Prior to his conversion, Blahyi, a member of the Sarpo tribe in Liberia, was a spiritual consultant to the late Liberian president, Master Sergeant Samuel K. Doe.
At age 11, he was initiated as a tribal priest and participated in his first human sacrifice, which he practiced monthly until he was 25. Later appointed as high priest to the Krahn people and then spiritual adviser to Doe, Blahyi previously told the South African Star that he “met Satan regularly and talked to him.”
He was dubbed “General Butt Naked” for entering battle with nothing but shoes and a gun, believing that his nakedness made him invincible to bullets. The previous general also claimed that he killed children, offering their blood to his god, and sometimes even plucking out their hearts and eating it before battle as well.
It is no wonder that all throughout the country, people still fear him, despite his conversion.
In 1996, Blahyi had a dramatic encounter with Christ during one of the most brutal fights in the history of the Liberian war, an encounter many deemed similar to Apostle Paul’s conversion on the road to Damascus.
Jesus appeared to him as a blinding light and told him that he would die unless he repented of his sins, the Daily Mail reported.
Accepting Christ and asking forgiveness for his sins, Blahyi promptly laid down his weapons, left behind his soldiers, and went to a refugee camp in Ghana where he began his conversion process.
Now preaching where he once murdered, Blahyi hopes to rebuild the people whom he once hurt, advocating peace and not violence.
“It’s the toughest moment in my life to see somebody who I hurt in the past,” Blahyi reflected in the film. “There are thousands of people that can stand up here and say, this is what he did to me, this is what he did to my brother. I’m guilty. I’m 100 percent guilty for all the things I did in the past.”
“I’m sorry. I’m sorry,” he repeated. Though many believed in Blahyi’s repentance and transformation, a few believe he is lying.
Despite their doubts, however, the former warlord continues to prove his turnaround through his actions, tirelessly preaching the Gospel to everyone he comes across.
He is currently the president and founder of the End Time Train Evangelistic Ministries in Ghana, which he founded in 1999, existing to shine the light of Christ in remote parts of Africa, including Togo, Benin Republic, Nigeria, Chile Republic, Guinea, and Liberia, his home land.
He returned to Liberia after six years of living in exile in 2004 and assisted in the disarmament process for one year, according to his ministry’s website, before returning back to the refugee camp in Ghana.
Three years later, he traveled back to his home country with a desire to return to Liberia with his family, which consisted of his wife, Josie, and their four children.
During that period, Blahyi agreed to admit his crimes before Liberia’s Truth and Reconciliation Commission, an act very few warlords agreed to do, though he did not know what the consequences of his confession would be.
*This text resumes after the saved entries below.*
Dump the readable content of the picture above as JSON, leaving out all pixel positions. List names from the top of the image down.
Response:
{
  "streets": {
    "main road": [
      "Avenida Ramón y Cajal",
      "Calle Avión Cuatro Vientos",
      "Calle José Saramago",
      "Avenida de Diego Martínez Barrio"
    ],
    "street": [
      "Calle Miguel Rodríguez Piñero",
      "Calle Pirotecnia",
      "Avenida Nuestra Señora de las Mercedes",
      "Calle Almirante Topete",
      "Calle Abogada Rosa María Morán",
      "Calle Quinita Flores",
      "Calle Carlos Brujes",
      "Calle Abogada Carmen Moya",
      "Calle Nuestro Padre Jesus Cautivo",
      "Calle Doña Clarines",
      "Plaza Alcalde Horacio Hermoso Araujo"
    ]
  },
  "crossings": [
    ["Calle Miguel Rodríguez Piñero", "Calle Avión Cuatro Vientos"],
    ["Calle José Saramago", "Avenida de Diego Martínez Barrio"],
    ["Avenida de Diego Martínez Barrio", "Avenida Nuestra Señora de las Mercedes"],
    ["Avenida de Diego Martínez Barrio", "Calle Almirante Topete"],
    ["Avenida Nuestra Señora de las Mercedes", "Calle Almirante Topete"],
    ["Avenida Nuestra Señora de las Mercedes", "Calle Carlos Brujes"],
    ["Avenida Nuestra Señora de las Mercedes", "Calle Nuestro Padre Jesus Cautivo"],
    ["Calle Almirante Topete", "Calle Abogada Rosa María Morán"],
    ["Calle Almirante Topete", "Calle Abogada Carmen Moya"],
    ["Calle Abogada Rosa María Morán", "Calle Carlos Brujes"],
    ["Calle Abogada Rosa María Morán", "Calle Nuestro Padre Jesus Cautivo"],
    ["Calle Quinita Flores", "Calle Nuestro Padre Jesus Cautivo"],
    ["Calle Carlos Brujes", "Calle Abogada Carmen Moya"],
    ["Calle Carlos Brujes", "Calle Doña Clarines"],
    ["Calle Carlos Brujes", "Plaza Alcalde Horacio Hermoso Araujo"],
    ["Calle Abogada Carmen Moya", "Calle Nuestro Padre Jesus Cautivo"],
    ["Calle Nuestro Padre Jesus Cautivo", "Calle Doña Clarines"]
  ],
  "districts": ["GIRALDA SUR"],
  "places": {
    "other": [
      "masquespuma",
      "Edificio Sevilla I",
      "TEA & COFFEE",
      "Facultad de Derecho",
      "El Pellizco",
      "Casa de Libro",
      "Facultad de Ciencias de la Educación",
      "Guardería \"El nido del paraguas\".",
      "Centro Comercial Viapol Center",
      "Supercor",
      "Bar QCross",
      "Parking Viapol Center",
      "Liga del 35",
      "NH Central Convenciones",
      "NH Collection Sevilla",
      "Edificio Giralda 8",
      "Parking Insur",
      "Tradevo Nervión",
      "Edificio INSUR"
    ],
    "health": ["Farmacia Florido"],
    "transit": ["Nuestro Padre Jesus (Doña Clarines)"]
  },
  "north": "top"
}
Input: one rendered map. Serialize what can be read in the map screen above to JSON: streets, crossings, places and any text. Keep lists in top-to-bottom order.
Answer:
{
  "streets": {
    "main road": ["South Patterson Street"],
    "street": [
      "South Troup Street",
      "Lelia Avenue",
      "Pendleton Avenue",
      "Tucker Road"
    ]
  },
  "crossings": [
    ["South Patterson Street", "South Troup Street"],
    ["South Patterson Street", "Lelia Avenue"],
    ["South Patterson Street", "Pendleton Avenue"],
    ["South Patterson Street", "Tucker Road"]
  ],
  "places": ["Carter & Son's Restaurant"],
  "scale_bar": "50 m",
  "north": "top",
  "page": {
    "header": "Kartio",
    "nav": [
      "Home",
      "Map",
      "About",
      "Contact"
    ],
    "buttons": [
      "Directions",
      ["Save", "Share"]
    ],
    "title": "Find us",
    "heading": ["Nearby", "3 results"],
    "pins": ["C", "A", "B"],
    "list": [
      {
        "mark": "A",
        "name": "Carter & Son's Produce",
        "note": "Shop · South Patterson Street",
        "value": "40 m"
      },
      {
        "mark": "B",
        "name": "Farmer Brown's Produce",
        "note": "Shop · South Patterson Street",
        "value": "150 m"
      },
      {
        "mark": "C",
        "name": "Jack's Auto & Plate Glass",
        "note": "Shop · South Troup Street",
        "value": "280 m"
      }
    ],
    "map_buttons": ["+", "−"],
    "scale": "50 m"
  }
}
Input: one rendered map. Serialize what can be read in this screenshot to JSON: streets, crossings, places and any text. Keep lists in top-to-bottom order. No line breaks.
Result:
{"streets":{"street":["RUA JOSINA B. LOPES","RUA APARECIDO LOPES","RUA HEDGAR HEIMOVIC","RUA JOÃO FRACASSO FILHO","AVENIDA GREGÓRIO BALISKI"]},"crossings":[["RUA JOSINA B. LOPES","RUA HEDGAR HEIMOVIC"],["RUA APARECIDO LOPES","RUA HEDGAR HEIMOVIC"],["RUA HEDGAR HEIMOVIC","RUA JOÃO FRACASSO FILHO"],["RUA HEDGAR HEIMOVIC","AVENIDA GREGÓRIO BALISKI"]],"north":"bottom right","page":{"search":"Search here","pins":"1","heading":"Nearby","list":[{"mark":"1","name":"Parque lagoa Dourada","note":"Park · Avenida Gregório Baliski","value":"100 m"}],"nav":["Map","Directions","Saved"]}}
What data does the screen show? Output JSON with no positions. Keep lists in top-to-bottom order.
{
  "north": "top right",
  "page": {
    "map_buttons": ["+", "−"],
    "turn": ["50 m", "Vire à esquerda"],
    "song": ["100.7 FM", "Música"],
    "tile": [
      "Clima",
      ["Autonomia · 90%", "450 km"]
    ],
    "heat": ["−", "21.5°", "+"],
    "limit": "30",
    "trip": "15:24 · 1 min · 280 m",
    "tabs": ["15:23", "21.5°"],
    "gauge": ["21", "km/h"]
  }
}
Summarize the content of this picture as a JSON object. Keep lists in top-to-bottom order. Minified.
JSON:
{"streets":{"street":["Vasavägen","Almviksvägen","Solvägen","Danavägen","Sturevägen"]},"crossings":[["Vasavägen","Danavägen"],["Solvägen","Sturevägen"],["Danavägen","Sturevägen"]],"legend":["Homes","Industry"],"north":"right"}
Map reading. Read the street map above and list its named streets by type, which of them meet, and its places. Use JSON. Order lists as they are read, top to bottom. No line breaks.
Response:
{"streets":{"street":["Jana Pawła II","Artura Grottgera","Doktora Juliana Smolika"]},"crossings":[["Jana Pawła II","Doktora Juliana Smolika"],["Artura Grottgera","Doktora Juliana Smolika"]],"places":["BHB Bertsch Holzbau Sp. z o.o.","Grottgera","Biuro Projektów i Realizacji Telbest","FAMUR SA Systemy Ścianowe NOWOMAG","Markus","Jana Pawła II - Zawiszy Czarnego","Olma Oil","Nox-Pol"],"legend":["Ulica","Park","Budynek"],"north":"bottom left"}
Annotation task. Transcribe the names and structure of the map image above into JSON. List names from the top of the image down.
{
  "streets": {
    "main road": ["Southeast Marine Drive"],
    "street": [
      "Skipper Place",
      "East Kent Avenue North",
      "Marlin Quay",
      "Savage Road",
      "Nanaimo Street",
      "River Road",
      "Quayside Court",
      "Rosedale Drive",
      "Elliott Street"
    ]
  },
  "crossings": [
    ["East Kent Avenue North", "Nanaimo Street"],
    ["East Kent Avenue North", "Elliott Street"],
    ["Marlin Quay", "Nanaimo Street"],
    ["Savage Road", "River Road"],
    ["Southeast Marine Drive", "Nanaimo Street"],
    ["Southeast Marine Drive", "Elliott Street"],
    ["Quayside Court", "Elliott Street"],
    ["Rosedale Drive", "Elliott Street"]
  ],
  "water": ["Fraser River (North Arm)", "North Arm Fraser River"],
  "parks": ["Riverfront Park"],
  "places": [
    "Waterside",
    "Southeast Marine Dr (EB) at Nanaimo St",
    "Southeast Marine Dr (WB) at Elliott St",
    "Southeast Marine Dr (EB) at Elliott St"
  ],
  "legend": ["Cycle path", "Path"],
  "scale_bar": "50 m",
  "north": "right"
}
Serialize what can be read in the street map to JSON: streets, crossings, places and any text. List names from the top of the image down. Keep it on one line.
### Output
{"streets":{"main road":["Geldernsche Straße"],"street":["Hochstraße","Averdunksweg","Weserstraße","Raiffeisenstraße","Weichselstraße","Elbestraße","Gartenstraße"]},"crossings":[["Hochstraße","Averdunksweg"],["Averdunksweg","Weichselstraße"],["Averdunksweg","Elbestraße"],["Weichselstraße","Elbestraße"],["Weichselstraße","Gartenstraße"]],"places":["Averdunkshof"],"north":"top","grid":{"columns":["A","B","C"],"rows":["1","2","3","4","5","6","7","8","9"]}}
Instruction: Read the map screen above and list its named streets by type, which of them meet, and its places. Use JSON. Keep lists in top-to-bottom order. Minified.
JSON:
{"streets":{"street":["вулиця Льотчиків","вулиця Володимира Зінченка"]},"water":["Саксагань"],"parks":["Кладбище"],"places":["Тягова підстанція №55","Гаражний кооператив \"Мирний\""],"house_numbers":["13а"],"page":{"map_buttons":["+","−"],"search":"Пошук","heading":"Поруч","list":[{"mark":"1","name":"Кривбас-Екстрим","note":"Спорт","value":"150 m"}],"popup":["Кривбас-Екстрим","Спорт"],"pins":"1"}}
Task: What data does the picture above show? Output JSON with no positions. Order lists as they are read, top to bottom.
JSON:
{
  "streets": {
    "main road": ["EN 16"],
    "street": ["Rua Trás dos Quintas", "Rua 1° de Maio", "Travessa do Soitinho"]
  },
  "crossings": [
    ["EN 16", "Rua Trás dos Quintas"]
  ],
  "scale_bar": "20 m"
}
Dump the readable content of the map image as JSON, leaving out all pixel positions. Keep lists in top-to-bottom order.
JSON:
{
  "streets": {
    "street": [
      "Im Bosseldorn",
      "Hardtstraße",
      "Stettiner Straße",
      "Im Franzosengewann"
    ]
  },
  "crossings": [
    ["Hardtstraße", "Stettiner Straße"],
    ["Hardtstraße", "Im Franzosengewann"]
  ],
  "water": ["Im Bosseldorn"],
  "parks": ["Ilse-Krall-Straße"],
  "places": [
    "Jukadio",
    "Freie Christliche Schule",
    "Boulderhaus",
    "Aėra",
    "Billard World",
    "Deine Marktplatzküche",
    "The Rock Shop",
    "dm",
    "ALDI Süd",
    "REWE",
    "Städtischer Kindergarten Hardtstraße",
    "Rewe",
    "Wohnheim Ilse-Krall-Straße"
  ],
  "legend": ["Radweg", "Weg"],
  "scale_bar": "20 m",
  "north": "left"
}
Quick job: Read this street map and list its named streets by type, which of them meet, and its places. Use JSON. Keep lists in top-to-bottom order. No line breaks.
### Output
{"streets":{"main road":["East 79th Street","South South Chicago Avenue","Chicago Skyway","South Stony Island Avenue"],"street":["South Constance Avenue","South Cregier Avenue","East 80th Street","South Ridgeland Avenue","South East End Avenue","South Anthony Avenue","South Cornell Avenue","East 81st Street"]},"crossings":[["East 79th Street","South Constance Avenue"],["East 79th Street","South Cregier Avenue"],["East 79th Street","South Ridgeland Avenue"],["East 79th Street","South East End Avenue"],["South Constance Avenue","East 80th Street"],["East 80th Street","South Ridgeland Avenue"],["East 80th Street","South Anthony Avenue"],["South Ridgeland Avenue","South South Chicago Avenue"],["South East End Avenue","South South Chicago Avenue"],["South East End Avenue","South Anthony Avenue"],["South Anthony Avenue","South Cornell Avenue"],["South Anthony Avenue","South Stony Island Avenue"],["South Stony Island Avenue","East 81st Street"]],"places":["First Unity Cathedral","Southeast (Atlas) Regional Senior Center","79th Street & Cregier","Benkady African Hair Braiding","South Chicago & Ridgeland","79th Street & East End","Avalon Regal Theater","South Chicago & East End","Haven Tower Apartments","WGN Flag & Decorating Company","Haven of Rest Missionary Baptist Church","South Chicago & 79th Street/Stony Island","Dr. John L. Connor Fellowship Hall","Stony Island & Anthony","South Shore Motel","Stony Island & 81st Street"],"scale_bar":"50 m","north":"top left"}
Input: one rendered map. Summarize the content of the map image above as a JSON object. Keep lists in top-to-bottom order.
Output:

“I went to the TRC because I wanted to reconcile with my country and be free of my conscience,” he shared in an excerpt. “And the fate turned out that they recommended amnesty for me.”
After he was recommended amnesty, however, Blahyi received several death threats from other warlords and fled to Ghana as a result. He has now returned to Liberia, preaching the truth of Jesus Christ to his people and teaching the broken about God’s infinite mercy and hope for mankind for sinners like himself.
The film will air on the Documentary Channel on Jan. 22.
PBS NewsHour ended their yearlong collaboration with The Economist magazine this week, highlighting the work of independent documentary filmmakers through The Economist Film Project.
Though they received more than a thousand documentary submissions, they chose only 19 films to showcase, ranging from skateboarding in Afghanistan to art made in the world’s largest landfill in Brazil.